*** Data for the task ***

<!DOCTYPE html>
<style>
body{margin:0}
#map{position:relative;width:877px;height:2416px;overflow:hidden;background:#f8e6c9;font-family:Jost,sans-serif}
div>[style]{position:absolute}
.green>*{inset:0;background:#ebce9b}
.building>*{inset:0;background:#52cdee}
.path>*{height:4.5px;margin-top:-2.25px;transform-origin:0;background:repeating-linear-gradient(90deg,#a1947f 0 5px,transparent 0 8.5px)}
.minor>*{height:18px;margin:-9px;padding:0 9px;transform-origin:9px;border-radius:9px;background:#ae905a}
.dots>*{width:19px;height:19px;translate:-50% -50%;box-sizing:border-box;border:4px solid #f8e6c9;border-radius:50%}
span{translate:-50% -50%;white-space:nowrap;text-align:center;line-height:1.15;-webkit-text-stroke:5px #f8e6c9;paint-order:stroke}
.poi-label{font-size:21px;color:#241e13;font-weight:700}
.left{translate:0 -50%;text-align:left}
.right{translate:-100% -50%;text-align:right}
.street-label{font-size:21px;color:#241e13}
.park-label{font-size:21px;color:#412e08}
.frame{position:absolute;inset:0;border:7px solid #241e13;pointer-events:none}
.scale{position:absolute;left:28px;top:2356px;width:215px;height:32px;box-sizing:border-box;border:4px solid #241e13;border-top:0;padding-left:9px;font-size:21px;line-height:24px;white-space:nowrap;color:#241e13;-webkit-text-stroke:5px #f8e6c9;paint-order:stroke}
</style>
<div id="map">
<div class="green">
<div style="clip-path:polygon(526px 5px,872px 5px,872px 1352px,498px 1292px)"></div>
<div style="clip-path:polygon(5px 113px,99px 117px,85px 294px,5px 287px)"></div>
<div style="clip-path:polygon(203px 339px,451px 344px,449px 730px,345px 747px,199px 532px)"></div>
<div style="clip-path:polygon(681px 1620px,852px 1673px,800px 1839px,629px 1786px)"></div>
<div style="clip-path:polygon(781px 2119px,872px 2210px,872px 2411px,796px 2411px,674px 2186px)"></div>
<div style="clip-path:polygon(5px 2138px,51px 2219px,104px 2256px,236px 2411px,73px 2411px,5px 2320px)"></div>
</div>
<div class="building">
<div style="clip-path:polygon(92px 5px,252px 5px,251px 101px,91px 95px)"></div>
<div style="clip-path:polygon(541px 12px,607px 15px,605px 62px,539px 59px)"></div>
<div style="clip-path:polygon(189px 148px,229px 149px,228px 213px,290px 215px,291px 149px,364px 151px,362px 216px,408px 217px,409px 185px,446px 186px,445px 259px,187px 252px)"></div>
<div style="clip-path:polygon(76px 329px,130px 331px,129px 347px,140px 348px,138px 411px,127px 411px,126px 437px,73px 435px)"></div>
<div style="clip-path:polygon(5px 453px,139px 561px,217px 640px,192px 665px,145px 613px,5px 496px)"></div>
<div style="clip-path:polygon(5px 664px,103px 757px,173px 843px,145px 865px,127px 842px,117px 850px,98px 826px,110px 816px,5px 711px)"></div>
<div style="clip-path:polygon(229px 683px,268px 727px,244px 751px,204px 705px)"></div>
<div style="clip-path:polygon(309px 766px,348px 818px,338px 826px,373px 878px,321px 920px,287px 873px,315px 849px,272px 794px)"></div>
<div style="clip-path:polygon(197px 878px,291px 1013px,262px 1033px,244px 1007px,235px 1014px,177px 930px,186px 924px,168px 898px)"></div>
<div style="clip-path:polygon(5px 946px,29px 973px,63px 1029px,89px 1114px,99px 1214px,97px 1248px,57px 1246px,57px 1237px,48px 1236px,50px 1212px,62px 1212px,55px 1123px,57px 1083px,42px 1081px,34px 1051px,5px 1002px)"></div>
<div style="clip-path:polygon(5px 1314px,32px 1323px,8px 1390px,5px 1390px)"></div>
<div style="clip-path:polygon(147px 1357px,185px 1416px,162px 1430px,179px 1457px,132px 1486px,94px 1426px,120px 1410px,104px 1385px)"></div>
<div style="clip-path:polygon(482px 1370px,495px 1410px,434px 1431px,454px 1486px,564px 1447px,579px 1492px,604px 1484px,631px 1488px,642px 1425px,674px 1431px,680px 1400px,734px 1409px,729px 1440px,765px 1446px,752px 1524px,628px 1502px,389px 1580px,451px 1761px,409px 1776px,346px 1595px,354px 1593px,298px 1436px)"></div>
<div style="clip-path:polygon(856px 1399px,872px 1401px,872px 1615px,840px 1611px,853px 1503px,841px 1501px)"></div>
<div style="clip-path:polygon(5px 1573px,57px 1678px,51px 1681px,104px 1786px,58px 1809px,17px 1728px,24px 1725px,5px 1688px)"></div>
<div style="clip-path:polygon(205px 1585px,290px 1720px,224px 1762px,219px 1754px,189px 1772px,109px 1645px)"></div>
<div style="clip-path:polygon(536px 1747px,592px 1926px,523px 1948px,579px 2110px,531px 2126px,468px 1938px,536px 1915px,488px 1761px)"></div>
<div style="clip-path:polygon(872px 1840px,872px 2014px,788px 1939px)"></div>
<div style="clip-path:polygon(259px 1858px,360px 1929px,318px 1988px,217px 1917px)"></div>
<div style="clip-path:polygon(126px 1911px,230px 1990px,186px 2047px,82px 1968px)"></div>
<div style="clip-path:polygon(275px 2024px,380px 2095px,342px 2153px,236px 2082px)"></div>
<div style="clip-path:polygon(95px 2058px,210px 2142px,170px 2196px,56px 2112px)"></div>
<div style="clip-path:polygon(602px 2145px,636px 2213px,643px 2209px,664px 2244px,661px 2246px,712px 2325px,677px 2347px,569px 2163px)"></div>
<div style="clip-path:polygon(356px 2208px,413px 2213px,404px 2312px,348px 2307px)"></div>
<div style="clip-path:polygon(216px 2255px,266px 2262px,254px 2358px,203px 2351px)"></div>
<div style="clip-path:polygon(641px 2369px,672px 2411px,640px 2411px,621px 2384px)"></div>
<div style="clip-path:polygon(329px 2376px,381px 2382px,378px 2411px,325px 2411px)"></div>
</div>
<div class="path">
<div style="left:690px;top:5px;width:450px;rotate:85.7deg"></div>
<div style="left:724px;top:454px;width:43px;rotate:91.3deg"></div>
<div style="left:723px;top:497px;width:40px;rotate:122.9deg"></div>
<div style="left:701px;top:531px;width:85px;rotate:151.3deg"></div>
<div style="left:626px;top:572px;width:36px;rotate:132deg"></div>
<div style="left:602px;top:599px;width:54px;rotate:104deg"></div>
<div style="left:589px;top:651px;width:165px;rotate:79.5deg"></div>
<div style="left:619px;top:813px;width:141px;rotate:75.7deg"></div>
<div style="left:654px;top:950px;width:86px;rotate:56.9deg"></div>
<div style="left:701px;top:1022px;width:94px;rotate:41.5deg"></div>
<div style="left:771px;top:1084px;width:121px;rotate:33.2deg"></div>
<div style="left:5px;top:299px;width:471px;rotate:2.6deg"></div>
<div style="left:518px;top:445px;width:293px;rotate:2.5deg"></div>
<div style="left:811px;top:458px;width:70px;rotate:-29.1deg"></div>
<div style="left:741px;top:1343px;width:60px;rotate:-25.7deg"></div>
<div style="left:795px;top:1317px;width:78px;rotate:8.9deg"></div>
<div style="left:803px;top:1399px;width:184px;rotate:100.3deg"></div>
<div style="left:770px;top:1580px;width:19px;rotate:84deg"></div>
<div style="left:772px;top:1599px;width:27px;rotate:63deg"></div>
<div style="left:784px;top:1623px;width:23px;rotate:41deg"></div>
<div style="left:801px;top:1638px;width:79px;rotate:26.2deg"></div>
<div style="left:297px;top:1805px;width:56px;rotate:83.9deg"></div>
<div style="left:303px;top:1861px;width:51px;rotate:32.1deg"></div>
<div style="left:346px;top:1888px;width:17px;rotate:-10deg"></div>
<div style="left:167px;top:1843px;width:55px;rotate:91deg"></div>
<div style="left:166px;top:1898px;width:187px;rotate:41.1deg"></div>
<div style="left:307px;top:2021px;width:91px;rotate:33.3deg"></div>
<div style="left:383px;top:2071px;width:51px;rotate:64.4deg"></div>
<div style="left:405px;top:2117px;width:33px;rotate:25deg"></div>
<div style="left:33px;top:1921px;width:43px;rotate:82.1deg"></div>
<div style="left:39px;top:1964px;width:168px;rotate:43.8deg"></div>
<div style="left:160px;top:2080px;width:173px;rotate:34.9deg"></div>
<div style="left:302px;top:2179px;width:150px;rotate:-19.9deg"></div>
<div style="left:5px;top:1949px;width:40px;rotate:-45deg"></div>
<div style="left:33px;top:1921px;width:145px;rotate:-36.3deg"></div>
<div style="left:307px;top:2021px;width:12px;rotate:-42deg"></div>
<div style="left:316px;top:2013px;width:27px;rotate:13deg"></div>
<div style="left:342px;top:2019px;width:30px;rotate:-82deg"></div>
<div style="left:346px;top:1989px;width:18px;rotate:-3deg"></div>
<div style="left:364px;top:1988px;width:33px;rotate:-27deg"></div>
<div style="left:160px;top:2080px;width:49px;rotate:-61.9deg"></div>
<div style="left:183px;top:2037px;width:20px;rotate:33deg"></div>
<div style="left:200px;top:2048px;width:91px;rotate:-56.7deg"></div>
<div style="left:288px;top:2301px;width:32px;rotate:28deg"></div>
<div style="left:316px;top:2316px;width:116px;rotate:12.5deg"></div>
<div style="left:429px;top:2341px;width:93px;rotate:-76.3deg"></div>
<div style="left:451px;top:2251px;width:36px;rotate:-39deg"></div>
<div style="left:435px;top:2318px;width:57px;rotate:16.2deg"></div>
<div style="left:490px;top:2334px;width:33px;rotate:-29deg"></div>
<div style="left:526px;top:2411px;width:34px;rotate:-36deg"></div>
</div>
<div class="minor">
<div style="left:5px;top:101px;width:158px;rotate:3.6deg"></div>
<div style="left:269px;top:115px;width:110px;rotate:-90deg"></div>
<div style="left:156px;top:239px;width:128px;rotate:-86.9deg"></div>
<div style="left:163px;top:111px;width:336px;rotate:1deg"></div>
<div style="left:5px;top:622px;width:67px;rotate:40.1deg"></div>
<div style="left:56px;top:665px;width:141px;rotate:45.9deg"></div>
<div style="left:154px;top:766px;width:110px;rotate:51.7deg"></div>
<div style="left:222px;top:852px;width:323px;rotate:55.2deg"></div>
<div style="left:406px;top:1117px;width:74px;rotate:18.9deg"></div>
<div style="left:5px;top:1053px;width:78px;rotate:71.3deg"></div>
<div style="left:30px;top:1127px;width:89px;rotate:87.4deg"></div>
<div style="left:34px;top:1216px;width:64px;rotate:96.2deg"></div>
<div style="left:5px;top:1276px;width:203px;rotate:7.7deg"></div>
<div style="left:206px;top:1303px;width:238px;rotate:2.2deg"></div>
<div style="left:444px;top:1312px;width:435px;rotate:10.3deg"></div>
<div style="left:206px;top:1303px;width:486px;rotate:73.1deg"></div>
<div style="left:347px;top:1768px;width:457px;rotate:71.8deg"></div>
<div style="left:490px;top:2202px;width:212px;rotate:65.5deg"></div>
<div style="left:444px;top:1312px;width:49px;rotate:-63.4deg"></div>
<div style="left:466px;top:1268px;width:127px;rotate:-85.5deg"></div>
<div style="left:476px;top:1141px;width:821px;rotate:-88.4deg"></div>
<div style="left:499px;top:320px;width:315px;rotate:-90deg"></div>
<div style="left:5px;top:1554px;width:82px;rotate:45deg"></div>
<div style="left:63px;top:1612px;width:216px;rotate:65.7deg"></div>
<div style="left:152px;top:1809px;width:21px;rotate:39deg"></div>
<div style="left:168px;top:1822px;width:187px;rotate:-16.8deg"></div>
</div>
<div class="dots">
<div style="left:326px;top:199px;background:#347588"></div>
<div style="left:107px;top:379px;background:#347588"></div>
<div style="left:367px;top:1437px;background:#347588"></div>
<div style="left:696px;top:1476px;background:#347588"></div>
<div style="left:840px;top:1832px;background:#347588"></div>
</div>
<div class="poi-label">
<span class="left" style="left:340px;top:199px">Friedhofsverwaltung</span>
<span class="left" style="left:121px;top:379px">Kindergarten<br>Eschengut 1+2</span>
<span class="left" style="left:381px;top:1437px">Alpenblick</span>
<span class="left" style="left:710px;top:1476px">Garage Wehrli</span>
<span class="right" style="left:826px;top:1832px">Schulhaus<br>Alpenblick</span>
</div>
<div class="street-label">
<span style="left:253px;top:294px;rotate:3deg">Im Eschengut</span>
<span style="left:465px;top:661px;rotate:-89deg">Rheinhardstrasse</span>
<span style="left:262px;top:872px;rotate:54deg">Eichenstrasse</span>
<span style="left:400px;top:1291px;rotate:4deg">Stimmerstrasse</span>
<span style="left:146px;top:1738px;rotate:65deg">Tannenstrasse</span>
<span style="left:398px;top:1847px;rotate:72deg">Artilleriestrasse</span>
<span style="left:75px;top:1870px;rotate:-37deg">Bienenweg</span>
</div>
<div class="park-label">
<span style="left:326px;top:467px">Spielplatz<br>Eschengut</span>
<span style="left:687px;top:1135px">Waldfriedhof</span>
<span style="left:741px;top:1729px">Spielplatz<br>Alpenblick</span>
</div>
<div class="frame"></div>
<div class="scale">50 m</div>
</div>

***

*Work instructions:*
Give back the entries above exactly as they are, from their first line through the line that contains "0 5px,transparent 0", both included, with nothing else.

*Answer section:*
<!DOCTYPE html>
<style>
body{margin:0}
#map{position:relative;width:877px;height:2416px;overflow:hidden;background:#f8e6c9;font-family:Jost,sans-serif}
div>[style]{position:absolute}
.green>*{inset:0;background:#ebce9b}
.building>*{inset:0;background:#52cdee}
.path>*{height:4.5px;margin-top:-2.25px;transform-origin:0;background:repeating-linear-gradient(90deg,#a1947f 0 5px,transparent 0 8.5px)}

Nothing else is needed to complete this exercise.